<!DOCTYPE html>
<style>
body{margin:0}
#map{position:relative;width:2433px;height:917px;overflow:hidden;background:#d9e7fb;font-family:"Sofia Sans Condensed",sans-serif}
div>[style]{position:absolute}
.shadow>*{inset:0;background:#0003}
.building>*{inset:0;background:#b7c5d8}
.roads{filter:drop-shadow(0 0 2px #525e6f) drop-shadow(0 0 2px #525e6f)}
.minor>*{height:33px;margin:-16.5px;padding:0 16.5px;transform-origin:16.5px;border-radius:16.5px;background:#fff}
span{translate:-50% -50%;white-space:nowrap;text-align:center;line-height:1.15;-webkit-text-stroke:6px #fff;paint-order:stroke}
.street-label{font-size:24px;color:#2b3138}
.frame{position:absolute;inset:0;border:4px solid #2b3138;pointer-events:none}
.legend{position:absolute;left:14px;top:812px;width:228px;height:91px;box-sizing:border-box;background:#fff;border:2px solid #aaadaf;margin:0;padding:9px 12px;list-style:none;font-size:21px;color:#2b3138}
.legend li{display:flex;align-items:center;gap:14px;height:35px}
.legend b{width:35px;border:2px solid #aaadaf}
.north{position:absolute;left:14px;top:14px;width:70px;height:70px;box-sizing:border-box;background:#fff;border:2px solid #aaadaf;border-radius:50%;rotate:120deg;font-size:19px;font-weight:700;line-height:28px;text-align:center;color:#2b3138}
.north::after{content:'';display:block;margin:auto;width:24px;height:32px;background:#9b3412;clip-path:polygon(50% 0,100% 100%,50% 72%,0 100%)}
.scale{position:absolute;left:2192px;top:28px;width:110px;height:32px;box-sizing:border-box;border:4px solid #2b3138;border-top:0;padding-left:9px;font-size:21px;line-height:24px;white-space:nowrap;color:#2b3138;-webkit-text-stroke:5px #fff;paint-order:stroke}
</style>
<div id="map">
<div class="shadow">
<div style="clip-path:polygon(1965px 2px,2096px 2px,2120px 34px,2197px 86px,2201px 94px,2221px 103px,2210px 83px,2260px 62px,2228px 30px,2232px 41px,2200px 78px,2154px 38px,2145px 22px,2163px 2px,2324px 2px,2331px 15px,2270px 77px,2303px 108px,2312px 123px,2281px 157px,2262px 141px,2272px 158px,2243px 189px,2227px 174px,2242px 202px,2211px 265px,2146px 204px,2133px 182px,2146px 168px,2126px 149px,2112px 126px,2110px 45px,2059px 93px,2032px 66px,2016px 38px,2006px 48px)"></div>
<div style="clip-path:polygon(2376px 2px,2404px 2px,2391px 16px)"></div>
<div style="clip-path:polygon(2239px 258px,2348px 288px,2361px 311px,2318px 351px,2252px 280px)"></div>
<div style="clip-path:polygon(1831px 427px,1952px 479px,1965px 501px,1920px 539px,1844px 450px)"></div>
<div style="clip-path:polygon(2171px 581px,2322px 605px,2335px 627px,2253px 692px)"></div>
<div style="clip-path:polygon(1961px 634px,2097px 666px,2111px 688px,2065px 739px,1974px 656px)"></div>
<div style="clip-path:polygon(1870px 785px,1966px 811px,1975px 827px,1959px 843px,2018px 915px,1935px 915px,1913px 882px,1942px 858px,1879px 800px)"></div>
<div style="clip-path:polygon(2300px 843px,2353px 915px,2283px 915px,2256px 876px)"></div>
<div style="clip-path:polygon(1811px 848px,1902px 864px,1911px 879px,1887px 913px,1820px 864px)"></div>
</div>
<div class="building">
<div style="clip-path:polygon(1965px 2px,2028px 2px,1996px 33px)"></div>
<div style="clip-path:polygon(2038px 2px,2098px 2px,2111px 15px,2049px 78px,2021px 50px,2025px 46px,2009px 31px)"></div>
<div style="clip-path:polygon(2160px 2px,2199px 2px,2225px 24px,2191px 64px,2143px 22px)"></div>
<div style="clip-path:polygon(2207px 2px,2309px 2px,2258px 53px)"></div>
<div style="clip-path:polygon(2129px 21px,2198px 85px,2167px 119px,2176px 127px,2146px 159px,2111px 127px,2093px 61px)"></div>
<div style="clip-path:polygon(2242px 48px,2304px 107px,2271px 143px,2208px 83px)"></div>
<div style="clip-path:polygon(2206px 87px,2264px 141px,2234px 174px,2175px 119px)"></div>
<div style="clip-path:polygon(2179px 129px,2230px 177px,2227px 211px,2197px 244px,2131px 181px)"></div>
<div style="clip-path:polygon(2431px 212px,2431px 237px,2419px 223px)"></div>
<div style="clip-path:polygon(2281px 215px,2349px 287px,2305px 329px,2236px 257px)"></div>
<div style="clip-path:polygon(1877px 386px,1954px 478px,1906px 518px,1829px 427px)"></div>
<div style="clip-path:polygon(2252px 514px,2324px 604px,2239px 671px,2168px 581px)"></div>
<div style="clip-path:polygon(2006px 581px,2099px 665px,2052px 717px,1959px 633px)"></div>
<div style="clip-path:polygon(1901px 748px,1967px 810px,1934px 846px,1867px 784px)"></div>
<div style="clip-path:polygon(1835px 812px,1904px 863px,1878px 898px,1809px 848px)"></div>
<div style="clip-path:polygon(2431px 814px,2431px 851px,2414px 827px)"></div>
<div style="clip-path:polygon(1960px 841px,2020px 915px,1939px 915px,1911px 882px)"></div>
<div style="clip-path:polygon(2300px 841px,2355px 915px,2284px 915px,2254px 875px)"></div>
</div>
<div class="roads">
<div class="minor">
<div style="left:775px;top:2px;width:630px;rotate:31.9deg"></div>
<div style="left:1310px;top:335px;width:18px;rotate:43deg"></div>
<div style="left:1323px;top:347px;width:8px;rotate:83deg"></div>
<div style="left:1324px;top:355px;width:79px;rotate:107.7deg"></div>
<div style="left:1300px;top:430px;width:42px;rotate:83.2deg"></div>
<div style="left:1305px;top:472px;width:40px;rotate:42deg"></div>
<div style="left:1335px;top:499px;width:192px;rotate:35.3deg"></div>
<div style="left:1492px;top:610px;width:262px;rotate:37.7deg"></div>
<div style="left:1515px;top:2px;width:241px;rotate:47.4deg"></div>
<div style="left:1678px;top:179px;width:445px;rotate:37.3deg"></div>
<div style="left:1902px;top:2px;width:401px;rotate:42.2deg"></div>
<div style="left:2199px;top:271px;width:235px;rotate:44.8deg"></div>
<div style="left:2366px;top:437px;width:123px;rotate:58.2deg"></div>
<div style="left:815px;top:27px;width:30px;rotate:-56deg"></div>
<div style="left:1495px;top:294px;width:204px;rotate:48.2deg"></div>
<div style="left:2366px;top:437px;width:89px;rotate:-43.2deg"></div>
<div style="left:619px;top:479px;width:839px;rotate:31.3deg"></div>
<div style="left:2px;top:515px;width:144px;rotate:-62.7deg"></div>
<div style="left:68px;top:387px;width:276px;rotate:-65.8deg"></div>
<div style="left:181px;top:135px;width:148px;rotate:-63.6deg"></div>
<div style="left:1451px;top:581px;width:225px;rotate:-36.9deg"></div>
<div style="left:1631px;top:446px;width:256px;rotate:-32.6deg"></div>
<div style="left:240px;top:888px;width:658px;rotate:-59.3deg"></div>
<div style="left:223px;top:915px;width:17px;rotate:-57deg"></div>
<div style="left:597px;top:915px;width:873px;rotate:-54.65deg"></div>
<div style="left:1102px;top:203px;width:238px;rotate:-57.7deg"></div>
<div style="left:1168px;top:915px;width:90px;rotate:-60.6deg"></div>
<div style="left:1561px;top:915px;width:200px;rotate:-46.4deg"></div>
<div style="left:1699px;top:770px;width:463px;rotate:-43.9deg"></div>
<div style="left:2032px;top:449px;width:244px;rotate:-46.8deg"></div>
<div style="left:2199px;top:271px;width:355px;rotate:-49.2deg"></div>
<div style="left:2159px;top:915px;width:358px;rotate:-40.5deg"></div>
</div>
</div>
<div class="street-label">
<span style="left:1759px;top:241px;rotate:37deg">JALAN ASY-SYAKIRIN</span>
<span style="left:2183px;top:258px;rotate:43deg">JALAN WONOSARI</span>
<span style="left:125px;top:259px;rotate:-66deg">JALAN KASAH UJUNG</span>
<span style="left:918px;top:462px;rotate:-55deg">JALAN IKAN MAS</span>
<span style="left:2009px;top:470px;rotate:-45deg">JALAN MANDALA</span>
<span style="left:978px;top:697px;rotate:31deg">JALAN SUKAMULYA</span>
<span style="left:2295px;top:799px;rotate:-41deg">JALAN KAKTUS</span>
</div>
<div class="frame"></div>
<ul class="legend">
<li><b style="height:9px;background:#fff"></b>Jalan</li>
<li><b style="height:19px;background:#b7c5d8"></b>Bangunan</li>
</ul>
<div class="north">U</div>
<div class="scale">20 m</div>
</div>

__WHAT YOU SHOULD DO__: Copy each line of the preceding material that contains "webkit".

__ANSWER FOR THIS EXERCISE__:
span{translate:-50% -50%;white-space:nowrap;text-align:center;line-height:1.15;-webkit-text-stroke:6px #fff;paint-order:stroke}
.scale{position:absolute;left:2192px;top:28px;width:110px;height:32px;box-sizing:border-box;border:4px solid #2b3138;border-top:0;padding-left:9px;font-size:21px;line-height:24px;white-space:nowrap;color:#2b3138;-webkit-text-stroke:5px #fff;paint-order:stroke}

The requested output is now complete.